● **Goal of the exercise**: Which lines in the data contain the word "serif"? Please copy each of them.

(Stored items from a collection)
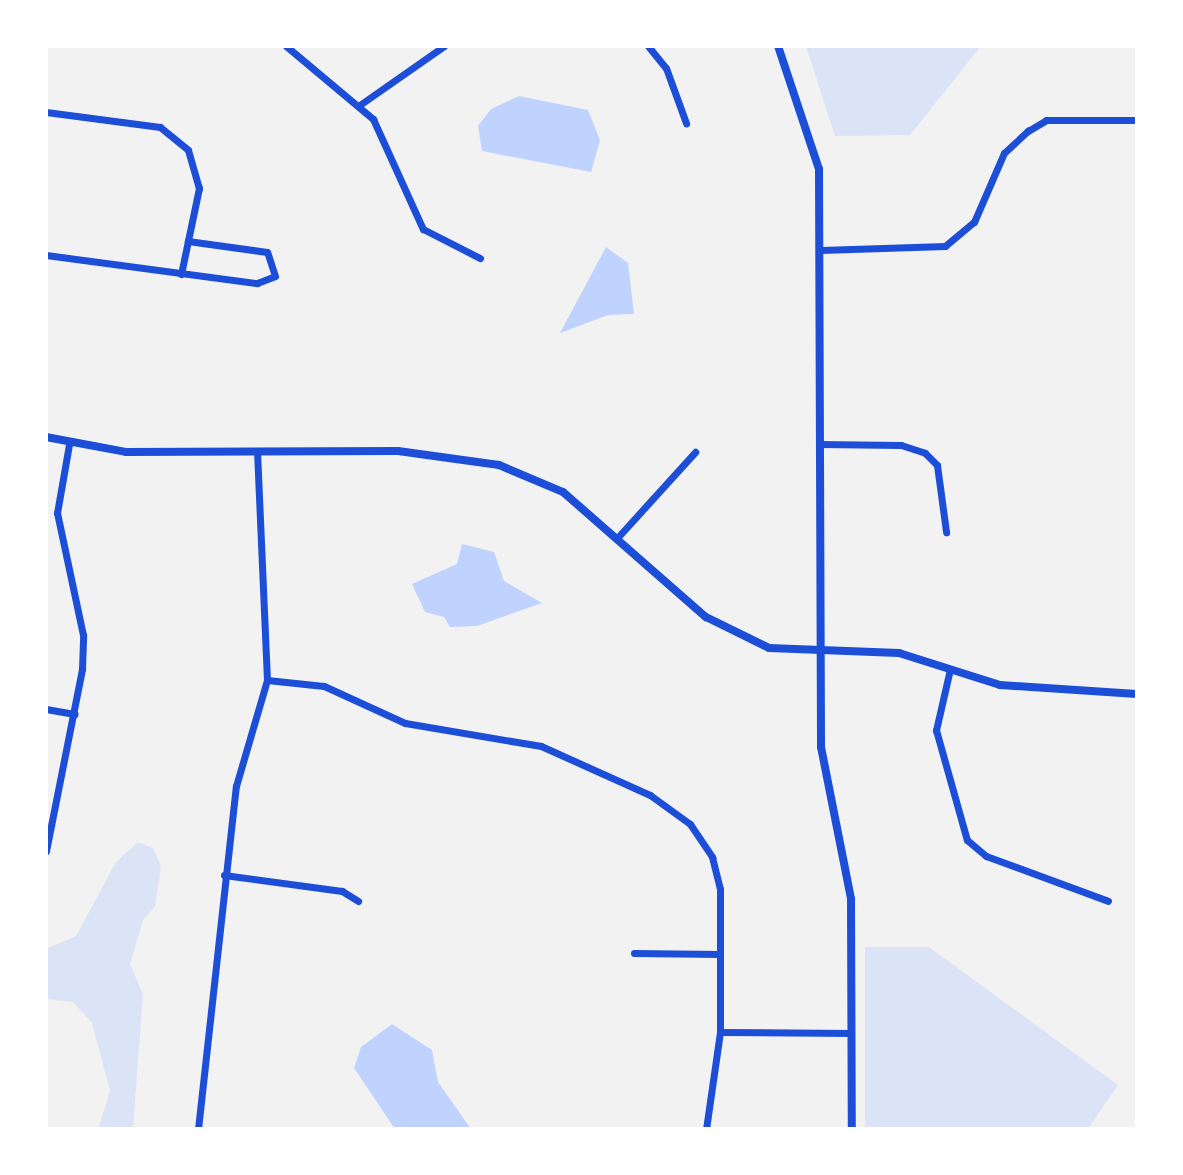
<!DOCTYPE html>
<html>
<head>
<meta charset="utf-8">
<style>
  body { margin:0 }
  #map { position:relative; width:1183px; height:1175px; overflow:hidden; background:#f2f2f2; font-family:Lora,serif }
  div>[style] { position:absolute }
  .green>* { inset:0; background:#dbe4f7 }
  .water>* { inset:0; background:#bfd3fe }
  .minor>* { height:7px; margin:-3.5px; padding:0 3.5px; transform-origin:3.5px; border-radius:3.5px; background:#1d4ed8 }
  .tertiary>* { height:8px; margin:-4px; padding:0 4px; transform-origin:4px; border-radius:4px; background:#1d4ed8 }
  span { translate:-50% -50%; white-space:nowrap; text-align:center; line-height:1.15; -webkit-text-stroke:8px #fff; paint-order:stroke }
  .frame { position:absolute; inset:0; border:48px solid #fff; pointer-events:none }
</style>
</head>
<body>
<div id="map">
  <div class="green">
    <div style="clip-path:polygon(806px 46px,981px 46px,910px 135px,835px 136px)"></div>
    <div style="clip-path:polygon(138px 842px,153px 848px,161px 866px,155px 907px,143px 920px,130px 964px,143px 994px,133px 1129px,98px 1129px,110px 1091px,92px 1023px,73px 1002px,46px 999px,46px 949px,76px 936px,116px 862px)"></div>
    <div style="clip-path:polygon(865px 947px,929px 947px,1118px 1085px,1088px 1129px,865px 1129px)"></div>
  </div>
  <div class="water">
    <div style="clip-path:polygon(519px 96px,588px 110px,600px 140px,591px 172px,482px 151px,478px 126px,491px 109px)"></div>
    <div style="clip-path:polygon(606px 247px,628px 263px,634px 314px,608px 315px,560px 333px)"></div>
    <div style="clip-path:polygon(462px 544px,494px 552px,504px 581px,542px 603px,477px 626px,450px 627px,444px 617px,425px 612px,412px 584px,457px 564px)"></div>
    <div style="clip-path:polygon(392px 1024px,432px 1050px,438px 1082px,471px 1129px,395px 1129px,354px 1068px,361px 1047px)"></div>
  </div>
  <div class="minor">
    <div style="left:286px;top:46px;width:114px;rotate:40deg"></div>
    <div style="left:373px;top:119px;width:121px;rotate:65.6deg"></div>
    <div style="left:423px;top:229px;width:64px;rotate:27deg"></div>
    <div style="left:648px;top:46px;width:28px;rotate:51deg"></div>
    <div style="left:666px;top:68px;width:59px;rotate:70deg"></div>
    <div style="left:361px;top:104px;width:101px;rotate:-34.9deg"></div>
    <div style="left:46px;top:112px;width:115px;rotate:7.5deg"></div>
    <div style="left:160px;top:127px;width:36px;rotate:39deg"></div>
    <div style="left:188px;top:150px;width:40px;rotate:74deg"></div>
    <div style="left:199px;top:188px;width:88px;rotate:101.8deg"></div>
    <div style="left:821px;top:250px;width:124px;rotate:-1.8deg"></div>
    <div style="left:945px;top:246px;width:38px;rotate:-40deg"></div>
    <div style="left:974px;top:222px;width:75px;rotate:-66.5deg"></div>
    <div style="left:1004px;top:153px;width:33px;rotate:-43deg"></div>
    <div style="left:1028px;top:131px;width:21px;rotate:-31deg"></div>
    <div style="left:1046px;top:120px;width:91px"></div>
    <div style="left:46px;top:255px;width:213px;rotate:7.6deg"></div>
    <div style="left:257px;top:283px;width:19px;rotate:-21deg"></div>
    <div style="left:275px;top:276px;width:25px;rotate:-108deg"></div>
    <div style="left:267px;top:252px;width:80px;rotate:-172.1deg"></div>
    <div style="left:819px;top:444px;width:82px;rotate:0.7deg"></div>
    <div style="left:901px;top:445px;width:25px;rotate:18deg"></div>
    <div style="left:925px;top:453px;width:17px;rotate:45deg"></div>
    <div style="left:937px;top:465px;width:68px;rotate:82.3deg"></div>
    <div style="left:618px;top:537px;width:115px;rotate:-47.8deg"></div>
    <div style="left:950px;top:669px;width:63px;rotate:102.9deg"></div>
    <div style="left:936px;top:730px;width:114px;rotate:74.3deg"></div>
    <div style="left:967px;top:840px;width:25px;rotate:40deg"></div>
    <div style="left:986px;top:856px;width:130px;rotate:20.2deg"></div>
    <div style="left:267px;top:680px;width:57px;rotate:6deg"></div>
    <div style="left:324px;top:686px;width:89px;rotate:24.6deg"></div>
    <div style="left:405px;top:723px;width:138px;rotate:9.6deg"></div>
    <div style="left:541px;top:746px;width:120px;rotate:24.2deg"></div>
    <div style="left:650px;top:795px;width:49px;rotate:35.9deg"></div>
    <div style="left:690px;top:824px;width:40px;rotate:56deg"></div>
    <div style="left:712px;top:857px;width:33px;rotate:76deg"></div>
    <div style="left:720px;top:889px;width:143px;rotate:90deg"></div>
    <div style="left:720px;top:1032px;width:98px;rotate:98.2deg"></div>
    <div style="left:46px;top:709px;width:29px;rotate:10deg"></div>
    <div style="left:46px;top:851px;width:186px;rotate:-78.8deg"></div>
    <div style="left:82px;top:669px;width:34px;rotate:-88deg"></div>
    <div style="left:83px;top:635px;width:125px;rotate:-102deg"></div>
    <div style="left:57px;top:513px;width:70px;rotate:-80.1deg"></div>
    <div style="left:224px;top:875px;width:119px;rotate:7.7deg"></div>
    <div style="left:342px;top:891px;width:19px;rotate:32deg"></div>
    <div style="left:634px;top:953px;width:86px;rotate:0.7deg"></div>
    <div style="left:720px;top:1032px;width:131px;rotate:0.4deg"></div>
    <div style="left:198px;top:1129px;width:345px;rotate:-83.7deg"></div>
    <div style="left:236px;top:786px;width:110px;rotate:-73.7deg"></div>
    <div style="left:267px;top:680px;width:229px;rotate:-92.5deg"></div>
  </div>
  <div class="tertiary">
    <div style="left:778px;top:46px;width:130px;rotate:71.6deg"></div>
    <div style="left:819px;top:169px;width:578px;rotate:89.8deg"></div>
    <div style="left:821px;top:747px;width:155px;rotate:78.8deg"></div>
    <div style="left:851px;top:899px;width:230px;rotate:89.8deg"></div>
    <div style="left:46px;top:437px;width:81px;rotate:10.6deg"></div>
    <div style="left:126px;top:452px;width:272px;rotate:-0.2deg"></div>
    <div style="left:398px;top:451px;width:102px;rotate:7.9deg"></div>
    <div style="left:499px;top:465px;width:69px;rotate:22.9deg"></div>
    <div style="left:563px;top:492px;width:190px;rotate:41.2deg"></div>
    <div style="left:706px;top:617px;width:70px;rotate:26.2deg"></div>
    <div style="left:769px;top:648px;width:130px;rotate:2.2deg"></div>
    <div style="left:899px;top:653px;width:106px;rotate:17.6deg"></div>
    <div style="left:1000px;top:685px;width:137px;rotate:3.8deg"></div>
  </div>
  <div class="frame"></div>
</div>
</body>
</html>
* * *
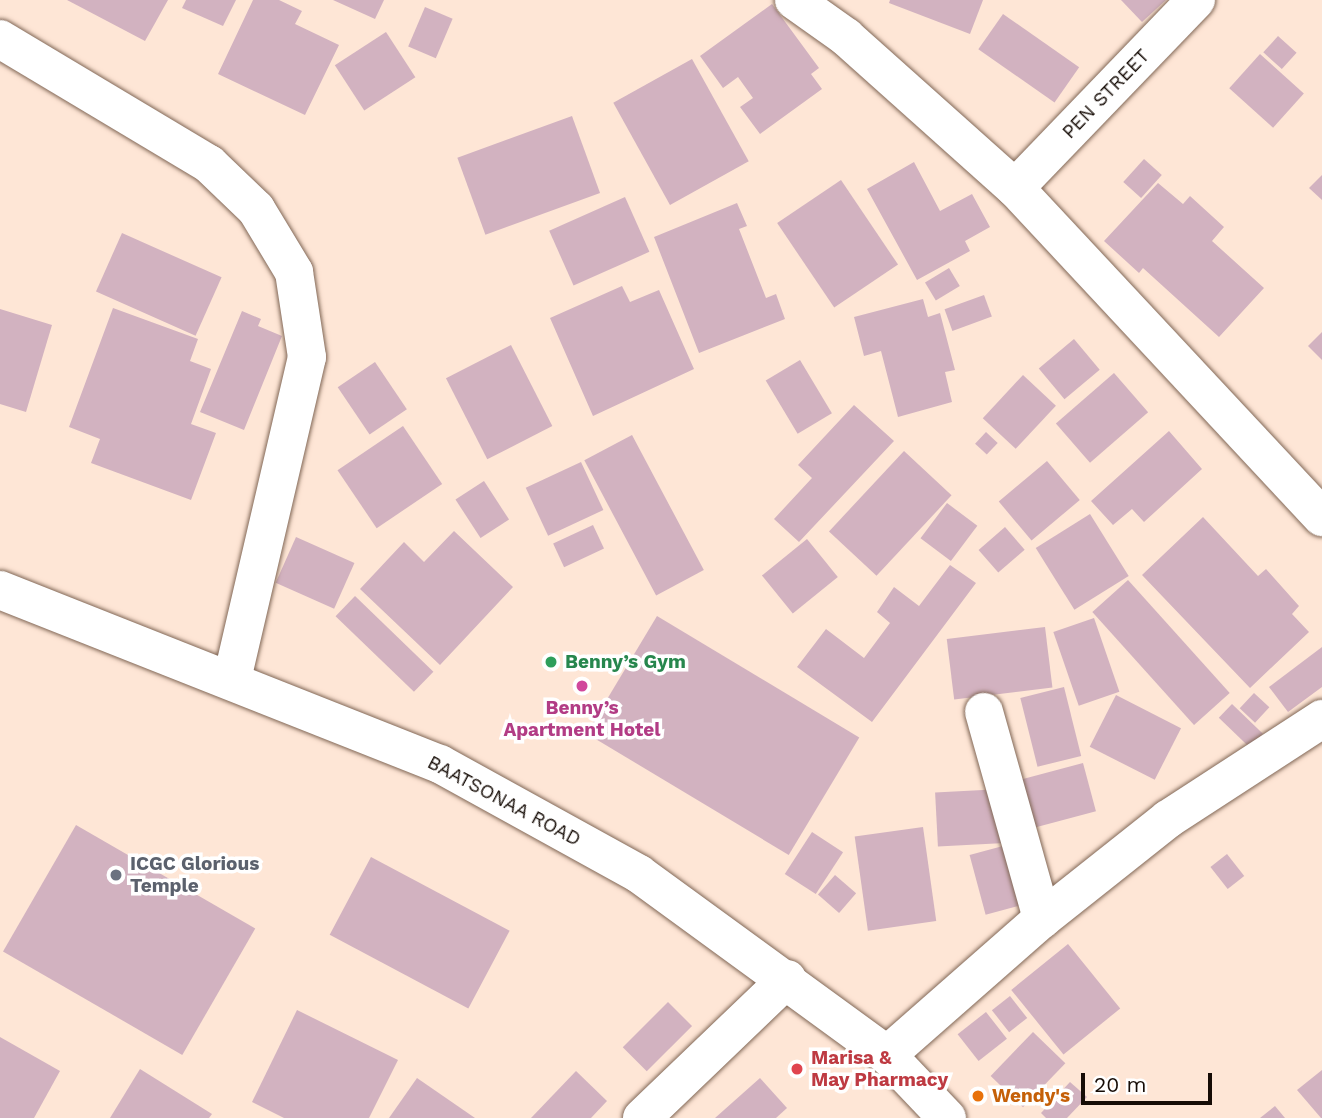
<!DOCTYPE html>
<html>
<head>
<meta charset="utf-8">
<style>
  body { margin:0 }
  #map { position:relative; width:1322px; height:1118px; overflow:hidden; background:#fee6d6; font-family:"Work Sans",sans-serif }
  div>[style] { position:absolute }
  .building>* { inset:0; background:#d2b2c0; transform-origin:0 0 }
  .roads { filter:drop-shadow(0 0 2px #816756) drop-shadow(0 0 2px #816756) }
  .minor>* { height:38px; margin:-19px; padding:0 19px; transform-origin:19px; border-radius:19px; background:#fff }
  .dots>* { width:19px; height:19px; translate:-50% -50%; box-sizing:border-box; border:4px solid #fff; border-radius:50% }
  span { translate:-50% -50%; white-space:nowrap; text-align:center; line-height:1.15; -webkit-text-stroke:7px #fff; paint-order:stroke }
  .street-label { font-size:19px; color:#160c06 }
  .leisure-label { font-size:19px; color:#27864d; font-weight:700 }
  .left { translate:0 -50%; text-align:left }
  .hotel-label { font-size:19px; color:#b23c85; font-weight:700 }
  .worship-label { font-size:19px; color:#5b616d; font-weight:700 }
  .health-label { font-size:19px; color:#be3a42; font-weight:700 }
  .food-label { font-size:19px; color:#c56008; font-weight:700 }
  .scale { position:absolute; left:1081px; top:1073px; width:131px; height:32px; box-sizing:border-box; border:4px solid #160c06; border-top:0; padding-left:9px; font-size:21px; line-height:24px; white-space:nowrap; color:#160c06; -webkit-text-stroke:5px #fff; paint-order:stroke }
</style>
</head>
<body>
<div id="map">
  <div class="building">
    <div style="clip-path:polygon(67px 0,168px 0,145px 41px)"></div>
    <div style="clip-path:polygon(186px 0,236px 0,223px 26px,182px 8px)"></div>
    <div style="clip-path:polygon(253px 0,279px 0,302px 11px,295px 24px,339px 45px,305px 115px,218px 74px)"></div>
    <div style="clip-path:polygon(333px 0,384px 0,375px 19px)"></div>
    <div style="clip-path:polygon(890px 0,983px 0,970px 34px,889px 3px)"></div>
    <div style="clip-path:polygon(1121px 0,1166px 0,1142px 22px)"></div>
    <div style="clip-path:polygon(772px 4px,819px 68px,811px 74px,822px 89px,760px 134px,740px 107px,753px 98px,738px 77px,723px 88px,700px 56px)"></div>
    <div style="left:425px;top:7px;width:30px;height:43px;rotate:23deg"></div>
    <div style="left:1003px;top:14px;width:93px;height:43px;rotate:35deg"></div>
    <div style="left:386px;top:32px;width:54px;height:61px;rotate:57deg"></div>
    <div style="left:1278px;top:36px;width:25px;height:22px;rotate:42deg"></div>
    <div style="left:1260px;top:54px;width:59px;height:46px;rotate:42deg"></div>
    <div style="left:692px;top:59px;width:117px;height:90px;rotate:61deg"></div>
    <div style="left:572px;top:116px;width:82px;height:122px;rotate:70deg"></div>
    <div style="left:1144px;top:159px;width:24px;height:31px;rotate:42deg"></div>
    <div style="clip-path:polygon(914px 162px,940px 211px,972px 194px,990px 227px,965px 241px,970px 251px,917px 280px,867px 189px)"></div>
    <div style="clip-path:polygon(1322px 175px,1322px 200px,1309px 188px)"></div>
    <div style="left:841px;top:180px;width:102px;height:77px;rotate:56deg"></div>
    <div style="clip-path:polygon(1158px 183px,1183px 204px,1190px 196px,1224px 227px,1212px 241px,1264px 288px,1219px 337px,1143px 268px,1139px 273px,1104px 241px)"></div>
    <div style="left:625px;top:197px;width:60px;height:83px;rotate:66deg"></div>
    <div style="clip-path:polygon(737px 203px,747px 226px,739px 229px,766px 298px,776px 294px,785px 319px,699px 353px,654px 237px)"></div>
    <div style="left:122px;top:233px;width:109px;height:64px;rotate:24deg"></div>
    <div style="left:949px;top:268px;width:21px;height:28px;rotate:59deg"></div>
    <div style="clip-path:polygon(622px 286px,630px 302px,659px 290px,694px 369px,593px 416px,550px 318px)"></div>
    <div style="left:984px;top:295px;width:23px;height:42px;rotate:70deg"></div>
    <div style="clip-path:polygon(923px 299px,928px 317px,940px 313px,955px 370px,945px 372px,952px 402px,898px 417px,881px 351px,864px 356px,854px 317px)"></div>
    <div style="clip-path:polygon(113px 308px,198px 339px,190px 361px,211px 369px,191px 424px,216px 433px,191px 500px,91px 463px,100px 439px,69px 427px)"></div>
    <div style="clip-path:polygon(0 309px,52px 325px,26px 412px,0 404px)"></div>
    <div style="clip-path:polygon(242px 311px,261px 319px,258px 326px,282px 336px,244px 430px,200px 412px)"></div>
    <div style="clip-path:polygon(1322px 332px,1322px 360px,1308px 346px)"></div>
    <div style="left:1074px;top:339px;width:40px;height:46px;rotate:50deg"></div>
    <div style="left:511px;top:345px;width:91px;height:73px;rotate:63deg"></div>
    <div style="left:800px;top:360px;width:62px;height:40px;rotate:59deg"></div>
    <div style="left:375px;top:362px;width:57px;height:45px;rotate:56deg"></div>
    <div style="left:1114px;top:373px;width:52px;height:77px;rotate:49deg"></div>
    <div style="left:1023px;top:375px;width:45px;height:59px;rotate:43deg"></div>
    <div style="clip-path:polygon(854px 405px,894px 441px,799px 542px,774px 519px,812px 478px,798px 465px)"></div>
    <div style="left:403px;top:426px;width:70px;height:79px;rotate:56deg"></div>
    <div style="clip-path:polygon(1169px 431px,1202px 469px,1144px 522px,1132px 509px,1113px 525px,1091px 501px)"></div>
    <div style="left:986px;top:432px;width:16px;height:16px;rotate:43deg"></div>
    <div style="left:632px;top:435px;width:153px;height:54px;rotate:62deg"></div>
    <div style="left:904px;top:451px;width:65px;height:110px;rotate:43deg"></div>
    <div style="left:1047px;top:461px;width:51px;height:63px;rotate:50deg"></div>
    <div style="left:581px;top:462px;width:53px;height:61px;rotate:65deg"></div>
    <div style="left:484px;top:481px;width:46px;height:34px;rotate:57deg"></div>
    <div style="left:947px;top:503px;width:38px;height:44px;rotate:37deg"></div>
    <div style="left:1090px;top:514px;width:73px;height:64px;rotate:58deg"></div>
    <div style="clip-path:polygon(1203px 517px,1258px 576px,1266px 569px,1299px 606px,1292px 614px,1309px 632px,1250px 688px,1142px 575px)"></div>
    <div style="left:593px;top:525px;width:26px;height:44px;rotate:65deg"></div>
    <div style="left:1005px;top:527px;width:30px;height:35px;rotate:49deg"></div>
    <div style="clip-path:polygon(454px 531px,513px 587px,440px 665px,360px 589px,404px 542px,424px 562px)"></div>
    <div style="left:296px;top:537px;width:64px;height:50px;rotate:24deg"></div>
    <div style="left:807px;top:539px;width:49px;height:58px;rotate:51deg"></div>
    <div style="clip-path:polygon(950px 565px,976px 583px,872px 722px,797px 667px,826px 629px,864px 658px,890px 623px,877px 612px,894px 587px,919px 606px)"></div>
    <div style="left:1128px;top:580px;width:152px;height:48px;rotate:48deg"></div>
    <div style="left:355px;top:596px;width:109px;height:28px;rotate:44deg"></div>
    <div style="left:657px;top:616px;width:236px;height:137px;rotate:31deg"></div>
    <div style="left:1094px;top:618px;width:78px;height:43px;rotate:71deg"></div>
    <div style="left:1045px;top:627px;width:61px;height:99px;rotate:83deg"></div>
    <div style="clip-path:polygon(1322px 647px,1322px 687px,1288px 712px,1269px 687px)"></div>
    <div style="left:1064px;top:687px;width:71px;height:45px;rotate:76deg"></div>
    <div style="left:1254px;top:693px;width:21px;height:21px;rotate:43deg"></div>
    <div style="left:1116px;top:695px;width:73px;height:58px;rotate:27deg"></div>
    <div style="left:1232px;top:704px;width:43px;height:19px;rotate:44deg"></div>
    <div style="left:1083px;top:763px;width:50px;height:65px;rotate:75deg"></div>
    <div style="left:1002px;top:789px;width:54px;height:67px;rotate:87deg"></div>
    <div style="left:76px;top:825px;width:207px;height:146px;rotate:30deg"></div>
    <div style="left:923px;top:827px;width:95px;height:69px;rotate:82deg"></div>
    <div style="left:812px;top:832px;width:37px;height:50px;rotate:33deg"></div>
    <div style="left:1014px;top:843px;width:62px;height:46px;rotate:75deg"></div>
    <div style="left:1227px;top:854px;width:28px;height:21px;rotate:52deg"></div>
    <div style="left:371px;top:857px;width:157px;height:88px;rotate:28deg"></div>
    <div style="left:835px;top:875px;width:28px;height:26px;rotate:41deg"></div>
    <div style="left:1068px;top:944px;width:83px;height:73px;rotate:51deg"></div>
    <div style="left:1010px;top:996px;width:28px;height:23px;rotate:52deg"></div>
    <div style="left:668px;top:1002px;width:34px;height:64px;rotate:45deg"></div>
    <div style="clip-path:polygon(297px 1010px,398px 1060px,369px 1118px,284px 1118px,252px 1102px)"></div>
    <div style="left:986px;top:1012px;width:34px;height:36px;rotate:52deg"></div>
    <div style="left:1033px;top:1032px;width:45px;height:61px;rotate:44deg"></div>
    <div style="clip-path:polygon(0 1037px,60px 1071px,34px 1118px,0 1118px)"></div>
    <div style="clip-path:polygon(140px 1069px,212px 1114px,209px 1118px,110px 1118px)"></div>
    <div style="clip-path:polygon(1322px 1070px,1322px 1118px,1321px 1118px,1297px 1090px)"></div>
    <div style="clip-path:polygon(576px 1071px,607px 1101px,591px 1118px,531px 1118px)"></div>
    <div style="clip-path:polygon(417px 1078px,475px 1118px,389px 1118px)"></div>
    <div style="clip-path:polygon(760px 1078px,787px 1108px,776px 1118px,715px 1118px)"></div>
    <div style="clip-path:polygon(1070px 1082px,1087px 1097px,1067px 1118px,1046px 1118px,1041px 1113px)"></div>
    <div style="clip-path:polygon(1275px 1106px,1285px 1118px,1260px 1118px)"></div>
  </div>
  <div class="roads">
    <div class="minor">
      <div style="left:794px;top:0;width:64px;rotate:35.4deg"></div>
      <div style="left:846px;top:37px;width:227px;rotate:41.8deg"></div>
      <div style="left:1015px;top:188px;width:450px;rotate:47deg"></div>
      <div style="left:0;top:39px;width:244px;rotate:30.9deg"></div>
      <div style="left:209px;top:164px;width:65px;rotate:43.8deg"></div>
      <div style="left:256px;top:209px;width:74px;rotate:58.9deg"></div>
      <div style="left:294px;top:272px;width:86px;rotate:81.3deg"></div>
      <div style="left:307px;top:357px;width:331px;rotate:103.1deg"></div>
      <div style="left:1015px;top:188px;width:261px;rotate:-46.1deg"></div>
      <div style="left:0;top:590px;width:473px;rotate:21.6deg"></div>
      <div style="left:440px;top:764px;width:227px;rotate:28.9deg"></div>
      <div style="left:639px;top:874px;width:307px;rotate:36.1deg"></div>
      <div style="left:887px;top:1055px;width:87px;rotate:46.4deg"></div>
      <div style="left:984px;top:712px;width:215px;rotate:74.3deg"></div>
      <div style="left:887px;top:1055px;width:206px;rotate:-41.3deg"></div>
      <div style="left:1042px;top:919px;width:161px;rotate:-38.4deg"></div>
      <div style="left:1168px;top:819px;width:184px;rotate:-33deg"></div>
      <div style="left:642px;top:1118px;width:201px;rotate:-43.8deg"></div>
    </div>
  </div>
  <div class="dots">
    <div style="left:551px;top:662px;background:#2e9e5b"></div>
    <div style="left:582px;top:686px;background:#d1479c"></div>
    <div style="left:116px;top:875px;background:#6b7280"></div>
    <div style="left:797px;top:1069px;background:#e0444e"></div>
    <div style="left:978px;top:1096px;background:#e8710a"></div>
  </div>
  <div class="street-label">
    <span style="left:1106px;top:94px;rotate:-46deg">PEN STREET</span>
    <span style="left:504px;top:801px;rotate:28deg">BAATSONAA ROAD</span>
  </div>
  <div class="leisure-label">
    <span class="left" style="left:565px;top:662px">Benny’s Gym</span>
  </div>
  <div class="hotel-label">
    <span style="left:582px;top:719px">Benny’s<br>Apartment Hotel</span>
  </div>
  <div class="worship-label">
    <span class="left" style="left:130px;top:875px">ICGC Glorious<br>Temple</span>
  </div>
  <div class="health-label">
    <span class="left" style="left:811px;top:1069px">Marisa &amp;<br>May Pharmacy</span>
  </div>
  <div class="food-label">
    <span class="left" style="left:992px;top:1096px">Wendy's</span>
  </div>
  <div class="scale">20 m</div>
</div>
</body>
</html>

● **Problem solution**:
  #map { position:relative; width:1183px; height:1175px; overflow:hidden; background:#f2f2f2; font-family:Lora,serif }
  #map { position:relative; width:1322px; height:1118px; overflow:hidden; background:#fee6d6; font-family:"Work Sans",sans-serif }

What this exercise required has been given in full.